De son côté, le messager, voyant le roi absorbé dans sa lecture, s'absorba dans la contemplation du roi, sur le visage duquel il semblait chercher le reflet de toutes les pensées que cette intéressante lecture pouvait faire naître dans son esprit.
— Ah! maître Borromée! maître Borromée! murmura Chicot, en suivant de son côté des yeux chaque mouvement du fidèle de M. de Guise! Ah! tu es capitaine, et tu ne donnes qu'une lettre au roi quand tu en as deux dans ta poche; attends, mon mignon, attends.

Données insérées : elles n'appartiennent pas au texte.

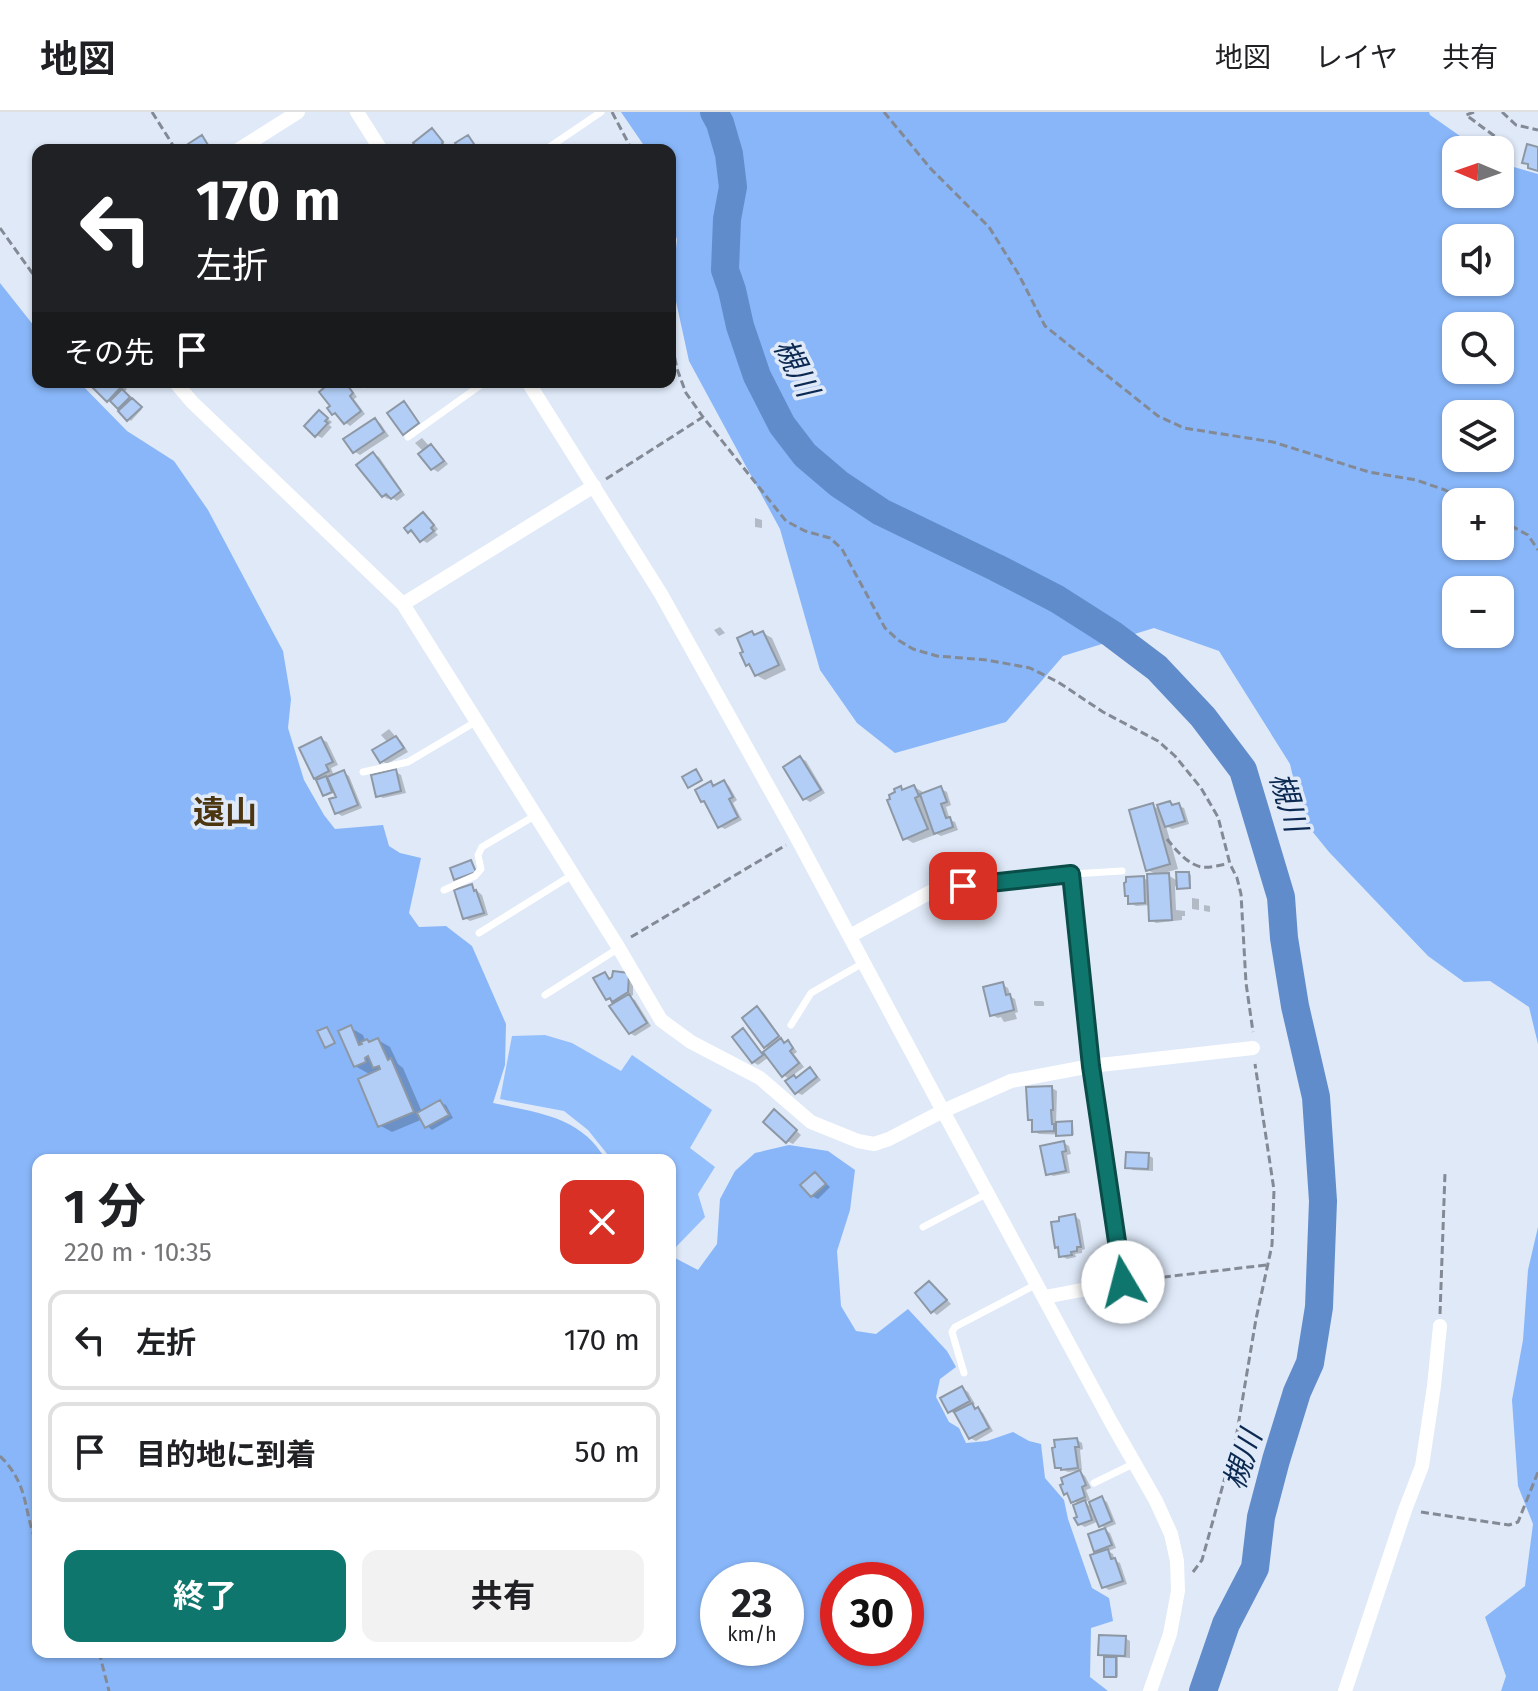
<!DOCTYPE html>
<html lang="ja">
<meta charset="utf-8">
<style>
:root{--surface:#fff;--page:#f2f2f2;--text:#202124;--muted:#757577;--line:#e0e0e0;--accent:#0f766e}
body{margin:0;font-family:"Fira Sans","Noto Sans JP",sans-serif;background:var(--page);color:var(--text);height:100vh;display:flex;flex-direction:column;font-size:30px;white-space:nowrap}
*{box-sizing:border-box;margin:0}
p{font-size:26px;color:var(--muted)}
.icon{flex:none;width:44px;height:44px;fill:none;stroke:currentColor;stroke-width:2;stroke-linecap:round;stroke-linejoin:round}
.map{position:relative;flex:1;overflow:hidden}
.details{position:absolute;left:32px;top:1042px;width:644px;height:504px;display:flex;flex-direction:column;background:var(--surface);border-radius:16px;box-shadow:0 2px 6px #0004}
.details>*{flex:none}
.guide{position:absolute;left:32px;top:32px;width:644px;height:244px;border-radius:16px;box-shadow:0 2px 6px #0004;background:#202124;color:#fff;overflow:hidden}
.needle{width:52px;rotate:272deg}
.controls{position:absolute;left:1442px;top:24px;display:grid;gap:16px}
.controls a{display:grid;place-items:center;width:72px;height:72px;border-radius:16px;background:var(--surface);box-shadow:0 2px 6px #0004;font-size:40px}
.speed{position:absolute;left:700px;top:1450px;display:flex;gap:16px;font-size:40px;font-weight:700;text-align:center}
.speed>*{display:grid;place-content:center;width:104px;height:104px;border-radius:50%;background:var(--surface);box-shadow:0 2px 6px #0004;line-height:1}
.speed small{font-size:20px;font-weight:400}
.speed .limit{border:12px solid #d22;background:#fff;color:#111}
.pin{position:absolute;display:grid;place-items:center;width:68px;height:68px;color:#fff;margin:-34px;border-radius:16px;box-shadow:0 4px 12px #0006}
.me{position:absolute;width:88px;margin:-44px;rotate:352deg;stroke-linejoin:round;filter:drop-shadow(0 0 6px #0008)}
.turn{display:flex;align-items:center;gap:28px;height:168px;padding:0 32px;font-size:36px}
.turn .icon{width:104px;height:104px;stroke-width:2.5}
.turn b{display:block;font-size:56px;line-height:68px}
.then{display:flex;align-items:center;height:76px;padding:0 32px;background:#0003;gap:16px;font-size:30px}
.round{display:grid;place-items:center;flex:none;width:84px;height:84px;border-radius:16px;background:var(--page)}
.overview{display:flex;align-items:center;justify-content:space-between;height:136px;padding:0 32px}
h1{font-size:48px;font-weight:700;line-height:60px}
.primary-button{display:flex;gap:16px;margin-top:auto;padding:16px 32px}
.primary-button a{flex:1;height:92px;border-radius:16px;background:var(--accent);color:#fff;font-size:32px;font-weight:700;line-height:92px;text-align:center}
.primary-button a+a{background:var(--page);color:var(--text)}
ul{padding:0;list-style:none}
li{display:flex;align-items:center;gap:24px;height:100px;margin:0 16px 12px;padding:0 16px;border:4px solid var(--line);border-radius:16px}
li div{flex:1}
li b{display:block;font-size:30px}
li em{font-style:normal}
header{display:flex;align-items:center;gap:48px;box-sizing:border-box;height:112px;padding:0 40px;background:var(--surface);border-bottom:2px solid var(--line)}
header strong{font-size:38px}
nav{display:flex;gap:44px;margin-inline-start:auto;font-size:28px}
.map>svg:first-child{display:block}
.green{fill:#94bffd}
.forest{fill:#88b6f8;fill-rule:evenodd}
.shadow{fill:#0003}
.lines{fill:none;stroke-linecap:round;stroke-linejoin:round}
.river{stroke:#608ccb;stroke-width:28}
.building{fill:#b2cef6;stroke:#8e98a5;stroke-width:2}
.path{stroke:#838a95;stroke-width:3;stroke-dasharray:8 4;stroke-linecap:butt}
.service{stroke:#fff;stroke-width:7}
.minor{stroke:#fff;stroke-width:14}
.route-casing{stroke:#0a4d48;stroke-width:20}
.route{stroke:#0f766e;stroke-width:14}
.labels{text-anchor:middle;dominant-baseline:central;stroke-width:7;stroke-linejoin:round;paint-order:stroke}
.water-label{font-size:30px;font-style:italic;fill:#0b2951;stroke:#dfe9f8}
.quarter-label{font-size:32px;font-weight:bold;fill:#4c3612;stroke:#dfe9f8}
</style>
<header>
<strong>地図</strong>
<nav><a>地図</a><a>レイヤ</a><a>共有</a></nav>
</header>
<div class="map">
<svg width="1538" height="1579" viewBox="0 0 1538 1579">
<rect width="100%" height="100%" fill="#dfe9f8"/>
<path class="green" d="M545,923L572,931L621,959L632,943L712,998L690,1036L715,1055L698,1082L705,1105L676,1135L670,1130V1048H612L588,1018L564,999L500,987L512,924Z"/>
<path class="forest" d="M621,0H1429L1430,3L1480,38H1456V82H1500V51L1538,62V932L1529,895L1490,869L1464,870L1428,844L1329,740L1303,708L1290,652L1219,539L1154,516L1063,544L1006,610L895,641L857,611L820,558L780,417L689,249L672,171L677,128L670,101V38H647ZM1456,126H1500V170H1456ZM1456,214H1500V258H1456ZM1456,302H1500V346H1456ZM1456,390H1500V434H1456ZM1456,478H1500V522H1456Z
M0,171L38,219V270H79L127,319L174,349L208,398L283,539L291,587L288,616L304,668L324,703L335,717L383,713L389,734L400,741L421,746L409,801L419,815L446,814L472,834L506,912L505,953L493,991C538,1001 581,1004 606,1048H38V1540H670V1145L675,1146L698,1158L717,1132L720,1087L735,1059L755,1041L789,1033L828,1039L855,1058L850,1098L837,1139L841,1194L856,1219L876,1222L908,1197L947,1239L956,1255L940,1267L936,1285L949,1310L959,1316L966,1331L987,1329L1013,1320L1029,1329L1041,1332L1045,1366L1064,1388L1068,1407L1092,1476L1109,1486L1113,1509L1091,1516L1090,1565L1108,1579H0ZM718,1468H786V1536H718ZM838,1468H906V1536H838Z
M1538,1115V1579H1501L1506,1564L1485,1505L1525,1474L1533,1412L1518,1374L1512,1288L1523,1228L1528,1158Z"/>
<path class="shadow" d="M90,270H119L127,277L124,280L142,297L131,309L121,299L123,298L108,288Z
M334,270H346L357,285L354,287L365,302L350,314L333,301Z
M324,304L332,310L329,313L332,315L322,326L316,323Z
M375,308L380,311L389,324L360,343L354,339Z
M422,326L430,335L436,337L448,352L438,360L433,357L424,340L415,331Z
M373,342L379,345L405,383L397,389L391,385L388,387L383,384Z
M424,403L429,406L438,417L435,420L438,423L427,431L409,419Z
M755,406L762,408V416L755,415Z
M720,515L725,521L719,524L714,518Z
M752,521L757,524L763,521L772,526L786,558L765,568L756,563L753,556L748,552Z
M389,617L395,624L394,625L401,629L408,640L387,652L382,649L388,631L381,623Z
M321,627L327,630L338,653L331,656L334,664L343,660L349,664L362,696L342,704L337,701L338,686L336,680L326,684L324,683L315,666Z
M800,646L806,649L825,681L810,690L805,687Z
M396,660L401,663L406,681L383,686L378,683Z
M724,670L729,674L737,688L733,691L742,708L725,717L719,714L707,691L703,689L710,671L716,675Z
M914,675L923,680L924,683L941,677L947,680L951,693L946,695L950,708L955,710L958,718L941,724L937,722L913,731L905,726L901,677L904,679Z
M1170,691L1184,696L1189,712L1172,717L1166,714L1178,757L1164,761L1178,769L1189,762L1191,763V777H1181L1175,774L1176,798L1185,799V804H1182V808L1156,811L1151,808L1150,793L1136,794L1130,791L1143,766L1149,769L1159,764L1148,758L1153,694L1161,698Z
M471,774L482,783L488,803L470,809L465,806Z
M1192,786L1199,787V798L1192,797Z
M1204,793L1210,794V800L1204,799Z
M615,861L633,867V883L630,885L635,888L651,914L635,924L630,921L617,892L608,887L605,862L610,866L614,872Z
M1003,873L1008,876L1011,885L1015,887L1018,900L1015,901L1017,907L1004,910L1001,905L998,906L992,903Z
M1034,889H1042L1044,890V894H1036L1034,893Z
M758,897L763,900L783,928L781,929L793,934L797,940L794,942L804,955L792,964L798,967L810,958L815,961L821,968L802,983L796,980L791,968L783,963L769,945L758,953L753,950L743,919L748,922L763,942L770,937L765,934Z
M351,916L363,923L366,930L371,931L378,928L390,935L398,952L403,956L422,1000L440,990L446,993L453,1006L432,1018L427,1014L423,1007L392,1020L379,1013L371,963L355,954Z
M1052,976L1057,979L1056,1012H1073L1074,1023L1039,1022L1034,1019V1010L1030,1007Z
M780,1003L801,1023L793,1032L787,1029Z
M1064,1031L1069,1034L1071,1042L1067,1043L1070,1061L1053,1064L1048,1061Z
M1148,1043L1153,1046V1059L1133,1058L1128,1055Z
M816,1062L830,1075L818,1087L812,1084Z
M1075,1104L1080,1108L1085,1137L1082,1138V1141L1075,1142L1076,1145L1067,1147L1061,1144L1060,1136L1057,1134Z
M929,1171L935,1175L951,1192L937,1203L932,1199Z
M962,1276L968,1280L975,1292L972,1293L983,1301L993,1319L976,1329L970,1326L957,1301L955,1302L950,1299Z
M1077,1328L1082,1331L1083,1337L1080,1338L1082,1358L1068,1360L1057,1355Z
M1080,1360L1085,1364L1091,1376L1086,1378L1090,1388L1084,1390L1093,1396L1102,1387L1107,1390L1116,1412L1106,1416L1100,1413L1099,1409L1085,1415L1079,1412V1393L1066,1381Z
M1105,1418L1110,1421L1116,1436L1108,1439L1113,1442L1115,1449L1120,1451L1127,1472L1109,1478L1104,1475L1101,1441L1096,1438Z
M1125,1526L1130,1529V1546L1118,1545V1565H1108L1106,1564V1545L1100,1542Z"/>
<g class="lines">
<path class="river" d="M714,0L720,11L729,42L733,75L727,107L725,158L732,178L740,214L757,264L782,313L805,343L839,372L881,400L997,456L1057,487L1112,522L1157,556L1203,605L1243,658L1281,785L1284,826L1295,894L1316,985L1323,1089L1319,1195L1310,1251L1297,1280L1276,1348L1261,1405L1255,1456L1226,1512L1203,1579"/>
</g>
<path class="building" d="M432,16L443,30L442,31L448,38H419L413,31Z
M202,23L211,38H192L188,32Z
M468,23L478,38H460L455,31Z
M1527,32L1538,35V59L1528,56V52L1522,51Z
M87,270H119L123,273L107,290Z
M331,270H345L353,281L350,284L361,299L344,312L335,301L332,303L327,296L330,294L319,280Z
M122,277L130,285L118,297L110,289Z
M132,286L142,295L127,309L118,299Z
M404,289L419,311L403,323L387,301Z
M319,298L328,306L325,309L328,311L315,325L304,314Z
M375,306L384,320L353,341L343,327Z
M431,332L444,349L431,358L418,342Z
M373,340L401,379L391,387L386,382L382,385L356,353Z
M423,400L434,413L431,416L434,419L420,430L411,418L408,421L404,416Z
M752,519L754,523L763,519L779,553L755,564L749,552L746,554L740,541L743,540L737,526Z
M396,624L404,636L380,651L372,638Z
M321,625L333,650L326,653L329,659L314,667L299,636Z
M800,644L821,678L803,688L783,655Z
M396,657L401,679L376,685L371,663Z
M696,657L702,668L688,676L682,665Z
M344,658L358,693L335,702L329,687L336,685L327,665Z
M326,664L332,680L323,684L316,668Z
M724,668L733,685L729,687L738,705L718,716L704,689L701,690L695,678L711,669L713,674Z
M914,673L919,684L915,686L928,717L903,728L887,688L890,687L889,683L895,680L894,677L901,674L902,678Z
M941,674L947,690L941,692L946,706L950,705L953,715L934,722L920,682Z
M1170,689L1172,693L1179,691L1185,709L1165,715L1157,693Z
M1153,691L1170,752L1146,759L1129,698Z
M471,748L476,760L454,768L450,756Z
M1176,760H1189L1190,776L1177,777Z
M1169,761L1172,808L1149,809L1147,762Z
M1144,764L1145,791L1128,792V784H1125L1124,771L1126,770V765Z
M472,772L474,779L476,778L484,801L463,807L454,778Z
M613,859L629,861L628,880L612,890L610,886L606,888L593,866L605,860L609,867L612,865Z
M1003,870L1006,883L1010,882L1014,898L990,904L983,875Z
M629,882L647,911L629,922L609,894Z
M757,894L779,924L764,936L742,906Z
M351,913L359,933L362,932L361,930L367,927L369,930L378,926L388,948L391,946L414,1000L378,1015L358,967L380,957L379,954L373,956L368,944L365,946L366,950L354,955L338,919Z
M327,915L335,931L325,936L317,919Z
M743,916L763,943L752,951L732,925Z
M781,926L784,931L788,928L793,936L790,939L799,951L782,965L763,940Z
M810,955L817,965L795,982L785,969L794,963L796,966Z
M1052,974L1053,998H1051L1052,1012H1054V1019L1032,1020V1008H1028L1026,975Z
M440,988L449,1003L425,1016L417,1001Z
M774,997L797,1018L786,1031L763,1010Z
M1072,1009V1023L1056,1024V1010Z
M1064,1029L1066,1039L1062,1040L1066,1059L1046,1063L1040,1034Z
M1126,1040L1149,1041L1148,1057L1125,1056Z
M815,1060L826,1072L811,1085L800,1073Z
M1075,1102L1081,1135H1077V1139L1071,1140L1072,1143L1059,1145L1058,1135L1055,1136L1051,1110L1059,1109V1105Z
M929,1169L947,1188L931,1201L915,1181Z
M962,1274L970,1289L948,1301L940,1286Z
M972,1291L975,1297L978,1295L989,1316L969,1327L954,1300Z
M1077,1326L1079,1335H1075L1078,1356L1061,1358V1356H1055L1052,1336L1055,1335L1054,1328Z
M1080,1358L1086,1373L1082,1375L1085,1385L1071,1391L1067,1381L1064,1383L1060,1373L1063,1372L1061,1366Z
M1102,1384L1112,1409L1099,1415L1089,1390Z
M1085,1388L1092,1408L1078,1413L1074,1406L1077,1405L1073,1393Z
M1105,1416L1112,1433L1094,1440L1088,1422Z
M1108,1437L1111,1447L1115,1446L1123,1469L1102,1476L1090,1443Z
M1099,1523L1126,1524L1125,1544L1098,1543Z
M1104,1545H1116V1565H1104Z"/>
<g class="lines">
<path class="path" d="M152,0L176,38
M612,0L632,38
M884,0L931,57L989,115L1019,163L1045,214L1158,304L1184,316L1273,330L1369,360L1416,368L1445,378L1467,390
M1474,0L1466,3L1512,37
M1502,0L1516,13L1538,18
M0,116L33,162H38
M670,222L677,257L686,281L703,305
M606,367L703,305L786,409L805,419L830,426L842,437L885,516L898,528L913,537L937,544L987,548L1030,556L1058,570L1103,600L1158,629L1175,644L1201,676L1218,705L1230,752L1237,766L1241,782L1246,871L1253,920
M1500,408L1528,423L1538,438
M1167,727C1175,737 1188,753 1202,755C1210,756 1220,753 1228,752
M631,825L786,733
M1139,1168L1266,1153
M1440,1202L1445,1061
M0,1344C31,1375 22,1399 38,1434
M1421,1400L1509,1413L1518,1410L1538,1360
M1193,1460L1202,1448L1236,1326L1256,1207L1272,1133L1274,1078L1255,952
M99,1540L109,1579"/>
<path class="service" d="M545,38L601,0
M354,270L364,273L368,270
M408,325L485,270
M363,660L408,650L477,609
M1072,762L1122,759
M444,778L475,764L481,757L478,743L482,735L536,703
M479,821L572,763
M545,883L619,836
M791,913L811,881L863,851
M923,1115L988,1081
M964,1261L952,1220L955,1215L1035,1173
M1094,1371L1135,1351"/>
<path class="minor" d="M357,0L381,38
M238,38L298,0
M175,270L192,290L403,492L617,833L661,908L691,930L760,966L811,1010L858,1029L874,1032L889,1027L943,999L1011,969L1091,954L1253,936
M528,270L661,482L797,726L943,999L1111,1310L1156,1389L1171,1422L1177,1449L1178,1479L1170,1522L1150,1579
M403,492L594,374
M850,824L936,777L1071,762L1091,954L1123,1170L1045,1185
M1345,1579L1405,1398L1422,1354L1434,1274L1440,1214"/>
</g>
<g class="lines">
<defs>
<path id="route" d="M963,774L1071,762L1091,954L1123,1170"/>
</defs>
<use href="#route" class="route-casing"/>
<use href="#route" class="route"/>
</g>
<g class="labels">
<g class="water-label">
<text transform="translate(796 256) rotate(63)">槻川</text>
<text transform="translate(1288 690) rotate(73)">槻川</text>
<text transform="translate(1243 1348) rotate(-72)">槻川</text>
</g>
<g class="quarter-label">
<text x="225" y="700">遠山</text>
</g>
</g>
</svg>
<div class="controls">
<a><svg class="needle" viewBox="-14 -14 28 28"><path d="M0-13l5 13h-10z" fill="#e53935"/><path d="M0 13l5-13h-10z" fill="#757577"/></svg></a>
<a><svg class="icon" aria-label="sound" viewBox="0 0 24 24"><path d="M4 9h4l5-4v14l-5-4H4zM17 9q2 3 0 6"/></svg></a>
<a><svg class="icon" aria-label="search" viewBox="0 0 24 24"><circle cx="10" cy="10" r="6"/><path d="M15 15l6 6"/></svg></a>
<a><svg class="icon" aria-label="layers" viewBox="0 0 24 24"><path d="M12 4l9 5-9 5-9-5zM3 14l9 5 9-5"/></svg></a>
<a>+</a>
<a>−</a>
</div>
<div class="speed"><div>23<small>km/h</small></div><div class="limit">30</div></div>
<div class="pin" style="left:963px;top:774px;background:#d93025"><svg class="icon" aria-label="arrive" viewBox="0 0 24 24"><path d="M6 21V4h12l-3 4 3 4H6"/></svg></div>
<svg class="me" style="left:1123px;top:1170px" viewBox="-20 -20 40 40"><circle r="19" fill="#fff"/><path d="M0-13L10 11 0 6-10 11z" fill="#0f766e"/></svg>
<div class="guide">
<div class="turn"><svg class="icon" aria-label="left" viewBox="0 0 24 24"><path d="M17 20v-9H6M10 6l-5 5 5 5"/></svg><div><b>170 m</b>左折</div></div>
<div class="then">その先<svg class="icon" aria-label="arrive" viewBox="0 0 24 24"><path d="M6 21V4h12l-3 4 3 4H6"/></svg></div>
</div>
<section class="details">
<div class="overview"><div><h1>1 分</h1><p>220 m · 10:35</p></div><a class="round" style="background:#d93025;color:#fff"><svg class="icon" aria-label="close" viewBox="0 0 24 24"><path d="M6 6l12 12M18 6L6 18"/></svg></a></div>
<ul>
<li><svg class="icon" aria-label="left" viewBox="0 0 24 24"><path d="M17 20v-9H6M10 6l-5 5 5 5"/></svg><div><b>左折</b></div><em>170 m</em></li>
<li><svg class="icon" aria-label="arrive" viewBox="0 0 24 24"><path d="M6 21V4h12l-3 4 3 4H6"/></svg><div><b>目的地に到着</b></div><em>50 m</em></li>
</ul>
<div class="primary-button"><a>終了</a><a>共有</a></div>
</section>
</div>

— C'est bien! c'est bien! fit le roi en relisant chaque ligne de la lettre du duc avec une satisfaction visible; allez, capitaine, allez, et dites à M. de Guise que je suis reconnaissant de l'offre qu'il me fait.
— Votre Majesté ne m'honore point d'une réponse écrite? demanda le messager.
— Non, je le verrai dans un mois ou six semaines; par conséquent, je le remercierai moi-même; allez!
Le capitaine s'inclina et sortit de l'appartement.
— Tu vois bien, Chicot, dit alors le roi à son compagnon, qu'il croyait toujours dans le fond de son fauteuil, tu vois bien, M. de Guise est pur de toute machination. Ce brave duc, il a su l'affaire de Navarre: il craint que les huguenots ne s'enhardissent et ne relèvent la tête, car il a appris que les Allemands veulent déjà envoyer du renfort au roi de Navarre. Or, que fait-il? devine ce qu'il fait.
Chicot ne répondit point: Henri crut qu'il attendait l'explication.
— Eh bien! continua-t-il, il m'offre l'armée qu'il vient de lever en Lorraine pour surveiller les Flandres, et il me prévient que, dans six semaines, cette armée sera tout à ma disposition avec son général. Que dis-tu de cela, Chicot?